• Problem requirements: I'd like every line from the material below that has "strong" in it.

• Entries supplied:
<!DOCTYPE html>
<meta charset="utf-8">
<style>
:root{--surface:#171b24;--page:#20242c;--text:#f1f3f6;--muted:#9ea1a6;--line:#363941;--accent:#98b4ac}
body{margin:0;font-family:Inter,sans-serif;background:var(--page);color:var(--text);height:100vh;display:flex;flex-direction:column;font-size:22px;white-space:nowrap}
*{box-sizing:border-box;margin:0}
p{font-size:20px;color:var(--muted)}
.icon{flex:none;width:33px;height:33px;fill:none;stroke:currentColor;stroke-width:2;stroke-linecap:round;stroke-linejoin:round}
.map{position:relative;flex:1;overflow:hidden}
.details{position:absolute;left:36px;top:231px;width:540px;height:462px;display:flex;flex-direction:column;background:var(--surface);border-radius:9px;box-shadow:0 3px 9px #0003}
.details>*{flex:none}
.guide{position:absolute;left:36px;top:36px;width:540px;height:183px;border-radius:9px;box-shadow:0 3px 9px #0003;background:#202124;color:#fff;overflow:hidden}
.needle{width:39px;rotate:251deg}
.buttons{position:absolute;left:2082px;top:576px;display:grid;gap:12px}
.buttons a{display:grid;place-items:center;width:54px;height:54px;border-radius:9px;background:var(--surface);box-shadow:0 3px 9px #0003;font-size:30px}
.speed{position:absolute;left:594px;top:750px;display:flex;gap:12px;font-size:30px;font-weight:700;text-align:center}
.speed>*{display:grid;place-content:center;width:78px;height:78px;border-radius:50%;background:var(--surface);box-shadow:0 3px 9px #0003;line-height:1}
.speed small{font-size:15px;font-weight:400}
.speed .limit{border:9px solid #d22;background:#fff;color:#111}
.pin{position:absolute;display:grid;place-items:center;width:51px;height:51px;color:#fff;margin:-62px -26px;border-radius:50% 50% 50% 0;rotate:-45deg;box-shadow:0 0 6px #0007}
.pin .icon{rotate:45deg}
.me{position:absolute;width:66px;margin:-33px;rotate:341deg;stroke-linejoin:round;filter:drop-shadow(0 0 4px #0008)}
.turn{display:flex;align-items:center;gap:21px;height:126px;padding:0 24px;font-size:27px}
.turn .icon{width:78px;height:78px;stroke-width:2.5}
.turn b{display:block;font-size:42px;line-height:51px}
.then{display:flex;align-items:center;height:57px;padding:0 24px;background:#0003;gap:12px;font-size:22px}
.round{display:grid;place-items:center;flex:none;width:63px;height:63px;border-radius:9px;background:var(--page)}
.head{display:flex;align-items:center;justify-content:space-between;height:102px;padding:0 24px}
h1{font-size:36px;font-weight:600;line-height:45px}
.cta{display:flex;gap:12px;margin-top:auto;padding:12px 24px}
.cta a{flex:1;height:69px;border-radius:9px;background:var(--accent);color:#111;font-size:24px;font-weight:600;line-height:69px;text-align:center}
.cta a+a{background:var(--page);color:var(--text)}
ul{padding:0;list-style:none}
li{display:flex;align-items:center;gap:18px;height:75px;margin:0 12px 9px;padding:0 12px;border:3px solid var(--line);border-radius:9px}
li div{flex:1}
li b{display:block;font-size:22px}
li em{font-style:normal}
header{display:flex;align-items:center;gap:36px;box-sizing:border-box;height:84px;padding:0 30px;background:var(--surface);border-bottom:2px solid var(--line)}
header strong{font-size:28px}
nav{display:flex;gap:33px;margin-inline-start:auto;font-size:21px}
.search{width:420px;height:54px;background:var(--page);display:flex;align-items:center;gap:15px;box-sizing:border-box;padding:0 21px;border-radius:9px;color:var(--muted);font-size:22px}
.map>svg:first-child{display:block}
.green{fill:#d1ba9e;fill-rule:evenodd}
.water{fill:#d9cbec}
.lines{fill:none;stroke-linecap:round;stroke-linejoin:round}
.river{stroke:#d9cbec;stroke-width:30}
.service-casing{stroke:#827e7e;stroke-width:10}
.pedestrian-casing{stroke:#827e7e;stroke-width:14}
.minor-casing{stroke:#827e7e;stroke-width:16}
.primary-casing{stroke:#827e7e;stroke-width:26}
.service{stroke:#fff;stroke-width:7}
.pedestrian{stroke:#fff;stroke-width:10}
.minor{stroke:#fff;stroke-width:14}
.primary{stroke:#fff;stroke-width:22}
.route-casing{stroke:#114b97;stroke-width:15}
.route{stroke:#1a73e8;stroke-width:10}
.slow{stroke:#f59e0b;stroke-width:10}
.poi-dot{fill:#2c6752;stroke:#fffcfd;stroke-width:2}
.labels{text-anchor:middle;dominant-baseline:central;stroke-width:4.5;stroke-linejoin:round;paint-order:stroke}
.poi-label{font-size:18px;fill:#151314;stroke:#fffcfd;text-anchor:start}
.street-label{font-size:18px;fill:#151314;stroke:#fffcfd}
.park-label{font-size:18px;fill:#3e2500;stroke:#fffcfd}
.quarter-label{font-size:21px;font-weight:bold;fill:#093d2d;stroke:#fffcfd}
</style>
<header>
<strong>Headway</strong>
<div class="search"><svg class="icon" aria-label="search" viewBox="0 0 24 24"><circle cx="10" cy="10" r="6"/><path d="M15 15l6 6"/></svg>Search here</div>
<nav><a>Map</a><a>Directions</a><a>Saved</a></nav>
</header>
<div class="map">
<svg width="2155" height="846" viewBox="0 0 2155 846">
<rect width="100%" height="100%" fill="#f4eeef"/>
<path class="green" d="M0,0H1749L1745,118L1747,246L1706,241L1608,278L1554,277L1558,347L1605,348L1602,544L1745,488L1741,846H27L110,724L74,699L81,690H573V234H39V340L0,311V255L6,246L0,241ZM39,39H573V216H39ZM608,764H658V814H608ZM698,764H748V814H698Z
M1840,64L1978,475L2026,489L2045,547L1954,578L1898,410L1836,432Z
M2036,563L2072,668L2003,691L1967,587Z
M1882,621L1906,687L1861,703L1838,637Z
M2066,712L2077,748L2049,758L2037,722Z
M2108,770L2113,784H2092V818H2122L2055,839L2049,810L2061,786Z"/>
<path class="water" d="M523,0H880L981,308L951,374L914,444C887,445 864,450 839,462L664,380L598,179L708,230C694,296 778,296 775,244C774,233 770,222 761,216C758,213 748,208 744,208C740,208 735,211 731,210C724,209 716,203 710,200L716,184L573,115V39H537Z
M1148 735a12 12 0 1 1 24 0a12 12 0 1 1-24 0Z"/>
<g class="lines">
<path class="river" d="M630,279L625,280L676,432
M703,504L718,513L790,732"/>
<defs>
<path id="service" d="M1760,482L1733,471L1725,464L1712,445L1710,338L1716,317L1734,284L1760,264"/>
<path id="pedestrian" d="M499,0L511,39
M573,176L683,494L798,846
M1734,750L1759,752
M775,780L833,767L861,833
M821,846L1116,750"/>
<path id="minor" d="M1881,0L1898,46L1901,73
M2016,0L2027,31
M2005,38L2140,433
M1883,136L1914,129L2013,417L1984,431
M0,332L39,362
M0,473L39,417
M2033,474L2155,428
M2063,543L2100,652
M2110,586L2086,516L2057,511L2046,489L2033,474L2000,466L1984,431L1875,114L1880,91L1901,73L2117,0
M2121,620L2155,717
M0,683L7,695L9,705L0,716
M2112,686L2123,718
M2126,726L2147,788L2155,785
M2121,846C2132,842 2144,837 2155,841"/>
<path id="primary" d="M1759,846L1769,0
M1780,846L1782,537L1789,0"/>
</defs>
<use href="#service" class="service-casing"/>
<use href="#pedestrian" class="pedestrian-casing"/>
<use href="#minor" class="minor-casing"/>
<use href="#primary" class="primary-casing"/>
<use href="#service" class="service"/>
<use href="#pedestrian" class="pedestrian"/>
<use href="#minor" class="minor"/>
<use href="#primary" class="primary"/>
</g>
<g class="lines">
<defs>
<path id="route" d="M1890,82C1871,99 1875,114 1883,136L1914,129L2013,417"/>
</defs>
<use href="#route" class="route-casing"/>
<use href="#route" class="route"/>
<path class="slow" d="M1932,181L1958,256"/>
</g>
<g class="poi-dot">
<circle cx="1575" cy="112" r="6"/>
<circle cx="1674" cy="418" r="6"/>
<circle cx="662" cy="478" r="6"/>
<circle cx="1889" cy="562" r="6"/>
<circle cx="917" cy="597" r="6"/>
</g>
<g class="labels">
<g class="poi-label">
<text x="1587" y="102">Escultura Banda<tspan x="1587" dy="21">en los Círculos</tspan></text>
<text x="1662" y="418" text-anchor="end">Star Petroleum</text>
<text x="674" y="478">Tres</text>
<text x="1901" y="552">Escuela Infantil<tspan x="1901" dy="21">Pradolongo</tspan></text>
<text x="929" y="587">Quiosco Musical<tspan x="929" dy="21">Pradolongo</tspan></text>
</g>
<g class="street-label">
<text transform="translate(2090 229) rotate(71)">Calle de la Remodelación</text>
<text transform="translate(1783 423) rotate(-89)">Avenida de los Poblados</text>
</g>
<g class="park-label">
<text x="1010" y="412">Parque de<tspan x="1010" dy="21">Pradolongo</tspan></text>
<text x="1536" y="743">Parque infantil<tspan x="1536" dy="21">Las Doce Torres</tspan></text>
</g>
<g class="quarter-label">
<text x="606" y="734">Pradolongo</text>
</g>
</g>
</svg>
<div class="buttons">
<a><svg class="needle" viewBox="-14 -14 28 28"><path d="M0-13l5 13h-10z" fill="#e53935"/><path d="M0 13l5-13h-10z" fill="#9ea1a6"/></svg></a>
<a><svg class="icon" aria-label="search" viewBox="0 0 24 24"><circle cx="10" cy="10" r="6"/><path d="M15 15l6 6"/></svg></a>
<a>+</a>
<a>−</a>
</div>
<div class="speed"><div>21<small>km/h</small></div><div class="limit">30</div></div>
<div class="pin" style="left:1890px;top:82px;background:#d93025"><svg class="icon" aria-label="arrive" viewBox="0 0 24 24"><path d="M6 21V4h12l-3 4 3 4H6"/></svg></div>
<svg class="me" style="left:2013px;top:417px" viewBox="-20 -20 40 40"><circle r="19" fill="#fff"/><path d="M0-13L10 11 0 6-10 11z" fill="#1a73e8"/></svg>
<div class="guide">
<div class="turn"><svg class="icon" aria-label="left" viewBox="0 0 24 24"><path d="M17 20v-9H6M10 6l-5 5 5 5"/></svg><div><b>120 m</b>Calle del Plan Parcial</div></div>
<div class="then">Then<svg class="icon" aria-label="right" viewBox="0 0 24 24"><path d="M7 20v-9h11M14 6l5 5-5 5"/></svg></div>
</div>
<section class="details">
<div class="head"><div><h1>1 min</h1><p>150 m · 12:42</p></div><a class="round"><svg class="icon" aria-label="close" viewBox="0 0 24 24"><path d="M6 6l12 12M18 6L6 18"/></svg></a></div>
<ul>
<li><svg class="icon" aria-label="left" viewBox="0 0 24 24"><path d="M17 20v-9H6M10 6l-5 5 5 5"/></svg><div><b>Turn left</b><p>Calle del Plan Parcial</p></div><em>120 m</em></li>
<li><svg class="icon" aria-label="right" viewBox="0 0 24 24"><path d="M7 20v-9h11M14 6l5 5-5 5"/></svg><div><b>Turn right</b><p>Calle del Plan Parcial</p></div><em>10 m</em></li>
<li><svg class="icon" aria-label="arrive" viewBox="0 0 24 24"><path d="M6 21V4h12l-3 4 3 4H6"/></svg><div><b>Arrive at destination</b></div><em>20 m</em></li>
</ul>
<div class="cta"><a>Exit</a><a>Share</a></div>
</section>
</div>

• Exercise result:
header strong{font-size:28px}
<strong>Headway</strong>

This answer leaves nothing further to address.